From the onset, fashion design has always been of interest to Ladunni Lambo. Knowing this, Lambo pursued the dream aggressively and went ahead to study Fashion Design in Nottingham Trent University.
Following her graduation in 2012, Lambo made a decision to move back to Nigeria and going on to spend a year learning and understanding more of what the industry has to offer, later on showcasing her first ever collection at Lagos Fashion and Design Week in 2013 as part of the Fashion Focus contestants. Moving forward, she stepped back to hone her design skills, spending two years as the head designer for Frankie & Co, an in house brand for Nigerian fashion retail store, Grey Velvet.
When the feeling of readiness came, Lambo finally launch her own brand. She showcased her first official collection A Wife for Nana in 2016, an assemblage that told the story of a young woman’s struggle with accepting her forceful marriage to the the village chief. We the great reception the collection received in the fashion world, Lambo's eponymous brand has grown and now boasts an impressive clientele with the likes of renowned novelist Chimamanda Ngozi Adichie, has gone on to be featured on influential fashion website, Models.com, and is also stocked at Spanish e-commerce store, La Fenestra. As the brand grows, Ladunni says she'll continue to push her boundaries in creativity, style and innovation, sharing her stories and beliefs through each collection.
In a chat, the designer discusses the brand's relationship with Nigerian culture, her newest offering and more with Globetrotter's Vane Karolle.
The STAR collection by Ladunni Lambo
Vane Karolle: What is the Ladunni brand about?
Ladunni Lambo: Ladunni Lambo is a wearable statement and story, the brand is made to represent women in their strongest and most memorable form. The brand can best be described as an alternative luxury brand, with an evident cultural motif in each collection through the use of Aso Oke (traditionally woven Nigerian fabric).

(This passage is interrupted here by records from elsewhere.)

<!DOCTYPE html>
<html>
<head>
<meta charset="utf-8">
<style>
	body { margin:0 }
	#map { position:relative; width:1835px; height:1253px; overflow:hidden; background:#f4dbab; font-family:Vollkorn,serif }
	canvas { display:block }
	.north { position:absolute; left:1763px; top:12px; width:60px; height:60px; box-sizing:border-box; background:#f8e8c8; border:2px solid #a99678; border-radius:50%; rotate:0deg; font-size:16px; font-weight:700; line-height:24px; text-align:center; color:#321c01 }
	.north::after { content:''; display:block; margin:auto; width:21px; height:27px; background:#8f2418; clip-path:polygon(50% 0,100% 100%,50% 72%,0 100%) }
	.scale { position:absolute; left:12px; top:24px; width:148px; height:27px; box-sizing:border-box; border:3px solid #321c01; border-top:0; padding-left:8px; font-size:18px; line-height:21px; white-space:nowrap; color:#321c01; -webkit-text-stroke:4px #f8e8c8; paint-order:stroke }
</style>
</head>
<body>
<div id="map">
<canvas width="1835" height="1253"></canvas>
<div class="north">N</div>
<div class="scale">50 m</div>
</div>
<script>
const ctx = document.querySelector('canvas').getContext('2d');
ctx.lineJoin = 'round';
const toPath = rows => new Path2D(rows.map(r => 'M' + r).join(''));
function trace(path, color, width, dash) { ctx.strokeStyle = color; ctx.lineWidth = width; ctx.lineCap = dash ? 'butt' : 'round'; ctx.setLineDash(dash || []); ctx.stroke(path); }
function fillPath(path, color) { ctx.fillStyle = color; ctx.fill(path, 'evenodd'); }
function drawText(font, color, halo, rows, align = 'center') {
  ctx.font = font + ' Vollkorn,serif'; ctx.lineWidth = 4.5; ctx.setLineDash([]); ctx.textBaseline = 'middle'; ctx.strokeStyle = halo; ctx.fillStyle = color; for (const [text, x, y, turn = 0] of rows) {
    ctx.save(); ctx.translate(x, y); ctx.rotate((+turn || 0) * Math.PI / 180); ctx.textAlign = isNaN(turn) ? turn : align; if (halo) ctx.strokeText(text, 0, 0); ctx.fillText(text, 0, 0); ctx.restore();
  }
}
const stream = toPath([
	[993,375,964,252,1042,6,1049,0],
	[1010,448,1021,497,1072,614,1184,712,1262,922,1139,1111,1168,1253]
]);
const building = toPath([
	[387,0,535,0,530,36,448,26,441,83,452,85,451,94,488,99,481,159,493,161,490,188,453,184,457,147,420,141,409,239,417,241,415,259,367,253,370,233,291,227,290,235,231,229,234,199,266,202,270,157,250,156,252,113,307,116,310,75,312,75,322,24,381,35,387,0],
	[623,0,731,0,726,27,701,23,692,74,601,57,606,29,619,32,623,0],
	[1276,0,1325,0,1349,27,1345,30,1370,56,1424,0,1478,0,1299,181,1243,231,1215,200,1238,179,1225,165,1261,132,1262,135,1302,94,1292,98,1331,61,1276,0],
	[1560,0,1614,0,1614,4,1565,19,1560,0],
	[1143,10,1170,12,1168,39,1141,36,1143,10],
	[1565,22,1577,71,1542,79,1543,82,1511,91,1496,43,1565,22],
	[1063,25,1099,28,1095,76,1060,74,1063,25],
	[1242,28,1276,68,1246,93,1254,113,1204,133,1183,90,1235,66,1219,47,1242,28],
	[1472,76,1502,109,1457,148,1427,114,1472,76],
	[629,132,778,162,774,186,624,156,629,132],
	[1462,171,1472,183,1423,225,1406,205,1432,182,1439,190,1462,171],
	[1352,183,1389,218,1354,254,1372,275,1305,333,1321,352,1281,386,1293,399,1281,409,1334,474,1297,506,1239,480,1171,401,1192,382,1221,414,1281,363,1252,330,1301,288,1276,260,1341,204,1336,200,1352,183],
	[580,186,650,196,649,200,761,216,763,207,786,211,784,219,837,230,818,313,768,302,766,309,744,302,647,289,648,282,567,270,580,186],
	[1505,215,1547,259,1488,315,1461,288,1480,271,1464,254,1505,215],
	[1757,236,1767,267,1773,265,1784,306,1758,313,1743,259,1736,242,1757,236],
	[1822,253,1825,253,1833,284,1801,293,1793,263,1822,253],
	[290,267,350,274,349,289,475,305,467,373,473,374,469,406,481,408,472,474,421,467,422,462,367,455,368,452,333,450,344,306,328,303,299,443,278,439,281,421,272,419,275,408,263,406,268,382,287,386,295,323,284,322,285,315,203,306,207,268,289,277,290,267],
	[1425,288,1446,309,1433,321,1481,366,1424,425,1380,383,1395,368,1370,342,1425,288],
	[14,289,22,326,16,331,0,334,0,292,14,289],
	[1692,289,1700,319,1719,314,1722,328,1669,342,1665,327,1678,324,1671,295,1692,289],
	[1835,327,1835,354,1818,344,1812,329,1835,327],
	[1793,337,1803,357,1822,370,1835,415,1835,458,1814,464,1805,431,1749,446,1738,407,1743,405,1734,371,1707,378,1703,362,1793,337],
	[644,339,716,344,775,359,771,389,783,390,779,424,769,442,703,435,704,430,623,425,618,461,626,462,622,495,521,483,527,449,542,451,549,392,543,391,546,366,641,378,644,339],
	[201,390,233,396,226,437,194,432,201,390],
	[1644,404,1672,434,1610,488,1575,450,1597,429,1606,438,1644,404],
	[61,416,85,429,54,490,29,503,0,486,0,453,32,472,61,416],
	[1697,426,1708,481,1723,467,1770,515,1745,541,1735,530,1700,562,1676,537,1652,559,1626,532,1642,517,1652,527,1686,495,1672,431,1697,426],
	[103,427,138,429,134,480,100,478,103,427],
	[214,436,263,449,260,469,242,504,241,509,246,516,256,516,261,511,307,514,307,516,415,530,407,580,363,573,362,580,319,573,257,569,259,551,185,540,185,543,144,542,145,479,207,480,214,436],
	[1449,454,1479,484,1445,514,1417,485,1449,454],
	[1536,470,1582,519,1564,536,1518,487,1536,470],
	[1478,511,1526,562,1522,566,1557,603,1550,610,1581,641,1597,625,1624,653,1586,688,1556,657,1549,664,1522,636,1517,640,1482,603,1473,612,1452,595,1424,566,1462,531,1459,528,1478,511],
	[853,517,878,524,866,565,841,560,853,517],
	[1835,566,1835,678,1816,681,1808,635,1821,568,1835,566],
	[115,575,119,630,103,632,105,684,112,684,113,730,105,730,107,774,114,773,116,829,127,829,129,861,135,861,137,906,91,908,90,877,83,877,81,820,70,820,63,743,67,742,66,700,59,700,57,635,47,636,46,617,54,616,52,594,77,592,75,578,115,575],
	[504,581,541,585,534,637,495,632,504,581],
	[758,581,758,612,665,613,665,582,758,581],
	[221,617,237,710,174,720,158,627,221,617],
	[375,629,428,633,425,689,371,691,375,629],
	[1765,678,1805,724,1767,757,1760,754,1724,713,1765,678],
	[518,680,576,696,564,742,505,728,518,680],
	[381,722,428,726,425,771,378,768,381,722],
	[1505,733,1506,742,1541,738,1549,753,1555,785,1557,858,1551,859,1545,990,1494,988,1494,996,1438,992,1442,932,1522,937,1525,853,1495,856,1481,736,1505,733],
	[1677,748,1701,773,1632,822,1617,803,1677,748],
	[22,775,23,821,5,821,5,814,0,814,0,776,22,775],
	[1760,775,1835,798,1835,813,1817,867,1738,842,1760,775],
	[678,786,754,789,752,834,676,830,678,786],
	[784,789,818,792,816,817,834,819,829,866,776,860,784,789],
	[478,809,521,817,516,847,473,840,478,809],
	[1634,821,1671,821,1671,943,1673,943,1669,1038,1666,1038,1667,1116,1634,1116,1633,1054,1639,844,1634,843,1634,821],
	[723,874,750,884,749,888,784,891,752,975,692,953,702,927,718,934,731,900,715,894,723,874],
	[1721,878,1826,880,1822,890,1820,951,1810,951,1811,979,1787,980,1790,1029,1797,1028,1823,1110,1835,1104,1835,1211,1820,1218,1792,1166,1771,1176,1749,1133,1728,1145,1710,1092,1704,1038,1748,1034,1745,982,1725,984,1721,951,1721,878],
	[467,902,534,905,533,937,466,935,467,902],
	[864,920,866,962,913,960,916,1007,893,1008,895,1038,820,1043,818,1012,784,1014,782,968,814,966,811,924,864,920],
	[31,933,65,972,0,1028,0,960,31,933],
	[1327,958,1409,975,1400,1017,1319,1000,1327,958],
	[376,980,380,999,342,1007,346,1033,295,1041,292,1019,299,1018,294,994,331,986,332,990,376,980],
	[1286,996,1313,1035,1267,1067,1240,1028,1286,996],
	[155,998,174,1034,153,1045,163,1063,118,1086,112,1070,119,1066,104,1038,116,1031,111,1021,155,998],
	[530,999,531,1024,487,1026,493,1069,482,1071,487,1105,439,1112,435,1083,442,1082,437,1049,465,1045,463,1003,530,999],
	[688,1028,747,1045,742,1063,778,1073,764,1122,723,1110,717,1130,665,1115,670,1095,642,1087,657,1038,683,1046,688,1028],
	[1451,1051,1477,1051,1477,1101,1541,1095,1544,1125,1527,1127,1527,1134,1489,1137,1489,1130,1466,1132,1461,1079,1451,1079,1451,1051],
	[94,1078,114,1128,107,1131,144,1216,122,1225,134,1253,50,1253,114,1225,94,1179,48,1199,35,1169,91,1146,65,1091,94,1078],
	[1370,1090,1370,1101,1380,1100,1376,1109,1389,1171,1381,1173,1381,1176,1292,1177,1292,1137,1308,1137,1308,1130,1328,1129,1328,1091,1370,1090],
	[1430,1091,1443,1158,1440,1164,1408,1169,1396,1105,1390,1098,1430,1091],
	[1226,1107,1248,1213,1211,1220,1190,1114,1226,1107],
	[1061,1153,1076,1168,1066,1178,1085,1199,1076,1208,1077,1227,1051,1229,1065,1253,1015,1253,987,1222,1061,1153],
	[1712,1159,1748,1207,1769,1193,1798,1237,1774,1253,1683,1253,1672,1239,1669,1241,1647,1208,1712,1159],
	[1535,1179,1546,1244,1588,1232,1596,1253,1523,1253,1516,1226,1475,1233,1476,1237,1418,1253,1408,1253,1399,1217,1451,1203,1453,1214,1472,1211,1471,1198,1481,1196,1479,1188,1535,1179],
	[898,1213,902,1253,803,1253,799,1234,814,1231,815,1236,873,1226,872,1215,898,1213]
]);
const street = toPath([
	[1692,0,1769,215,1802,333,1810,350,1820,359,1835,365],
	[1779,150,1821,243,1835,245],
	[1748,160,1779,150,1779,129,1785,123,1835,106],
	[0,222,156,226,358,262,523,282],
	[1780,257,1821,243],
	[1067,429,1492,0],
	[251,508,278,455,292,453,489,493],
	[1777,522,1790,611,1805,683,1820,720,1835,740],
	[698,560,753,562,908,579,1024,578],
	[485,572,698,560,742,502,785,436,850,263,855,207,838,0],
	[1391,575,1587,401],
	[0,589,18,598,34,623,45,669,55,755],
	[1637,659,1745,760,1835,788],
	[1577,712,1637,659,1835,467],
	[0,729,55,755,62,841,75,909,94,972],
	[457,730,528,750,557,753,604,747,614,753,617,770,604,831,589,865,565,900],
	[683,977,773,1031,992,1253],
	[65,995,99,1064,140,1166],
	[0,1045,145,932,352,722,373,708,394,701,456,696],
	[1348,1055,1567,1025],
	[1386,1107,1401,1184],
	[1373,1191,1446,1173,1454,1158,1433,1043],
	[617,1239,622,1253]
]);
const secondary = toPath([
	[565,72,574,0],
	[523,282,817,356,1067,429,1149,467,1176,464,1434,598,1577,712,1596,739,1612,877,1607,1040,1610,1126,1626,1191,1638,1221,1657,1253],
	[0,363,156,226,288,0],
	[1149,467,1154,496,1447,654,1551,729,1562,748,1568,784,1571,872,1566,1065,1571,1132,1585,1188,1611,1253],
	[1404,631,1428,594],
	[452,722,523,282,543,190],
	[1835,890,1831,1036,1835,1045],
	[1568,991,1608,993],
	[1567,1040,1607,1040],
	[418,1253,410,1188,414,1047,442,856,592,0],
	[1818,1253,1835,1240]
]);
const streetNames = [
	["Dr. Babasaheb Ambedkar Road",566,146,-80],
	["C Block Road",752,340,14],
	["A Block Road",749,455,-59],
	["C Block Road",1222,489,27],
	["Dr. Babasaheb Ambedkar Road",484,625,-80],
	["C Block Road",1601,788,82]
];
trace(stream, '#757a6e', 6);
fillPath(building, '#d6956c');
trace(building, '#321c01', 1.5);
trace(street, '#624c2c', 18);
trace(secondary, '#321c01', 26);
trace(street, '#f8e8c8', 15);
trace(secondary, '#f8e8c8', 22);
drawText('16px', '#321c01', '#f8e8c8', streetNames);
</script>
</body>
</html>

VK: Do you have a personal style philosophy?
LL: Not particularly, but I do believe you should dress how you feel, and in situations where you can't, have an element of yourself or what you like. We always hear 'you are what you eat', but I also believe, in many occasions, that 'you are what you wear'.
VK: Would you say that your work is a reflection of yourself? Why?
LL: I could say it is a reflection of my thoughts, feelings and imagination. I spend a lot of my time coming up with stories and imagining scenarios, it is very important to me and something I have always done, and now as a designer, I have made it equally important to the brand.
VK: Who does Ladunni design for?
LL: The Ladunni Lambo woman is going through life discovering herself and her strengths, she is a woman who wants to make a difference, be it in her career or the world, a woman of purpose. People will look up to her or she will inspire others through the things she does. Between the ages of 25 to 70, powerful women all over the world can achieve this look, as every single Ladunni Lambo piece makes a statement in its own way.
VK: Your foremost designs saw links to your culture, does this confirm the thought that fashion and culture are connected?
LL: Culture, in many ways, is our identity, but fashion is connected to a lot more than just culture. I believe different elements of life (emotional state, weather, various eras, religion etc.) make fashion design what it is.
VK: As a brand whose collections have fed off of your culture, your work obviously involves classic styles, much loved fabrics- subverting the obvious. How did you develop your unique aesthetic?
LL: I do a lot of mixing and fabric manipulation. Generally, I don't like working with a lot fabric at once, I'm a very strong believer in less is more. Working with less makes me put a lot of thought in what is being designed and push my design boundaries.
VK: Why is it important to understand the past while creating new/original designs?
LL: History always repeats itself, I'm not too hard on myself when it comes to creating new/original designs. Its fantastic when it happens, but in times when it doesn't, I will always add elements to improve on the design or make it my own.
VK: Your latest offering 'Star' seems to have a more European feel, what inspired the progression/shift from traditional inspire silhouettes to a Western one?
LL: 'St*r' was based off a different culture from my own, so its no surprise it had a slightly European feel. I think its good to try out new things, as a new brand still finding it's feet, it's fun trying out different fabrics and silhouettes.
VK: Would you say that your brand has gained some acceptance in the local fashion scene?
LL: So far I think I have been accepted. I have stayed true to myself as a designer and only put out things I want to, if you are unapologetically yourself you will be accepted for who you are.
VK: Hats off on your recent showcase at the LFW. That has put the Ladunni Lambo brand on the international fashion map. Would you say you were well received in London? What's next for the brand?
LL: London was a wonderful experience that I would love to do again, and Ladunni Lambo was well received for a new brand. I can't say I know whats next, with each collection I try to grow the brand in terms or awareness and sales. The general plan for Ladunni Lambo is to go international, I look up to brands like Victoria Beckham and Jason Wu, and would like to get to their level some time in the future. Eventually, the end goal is to provide more fashion/creative jobs and help build and develop the fashion industry in Nigeria.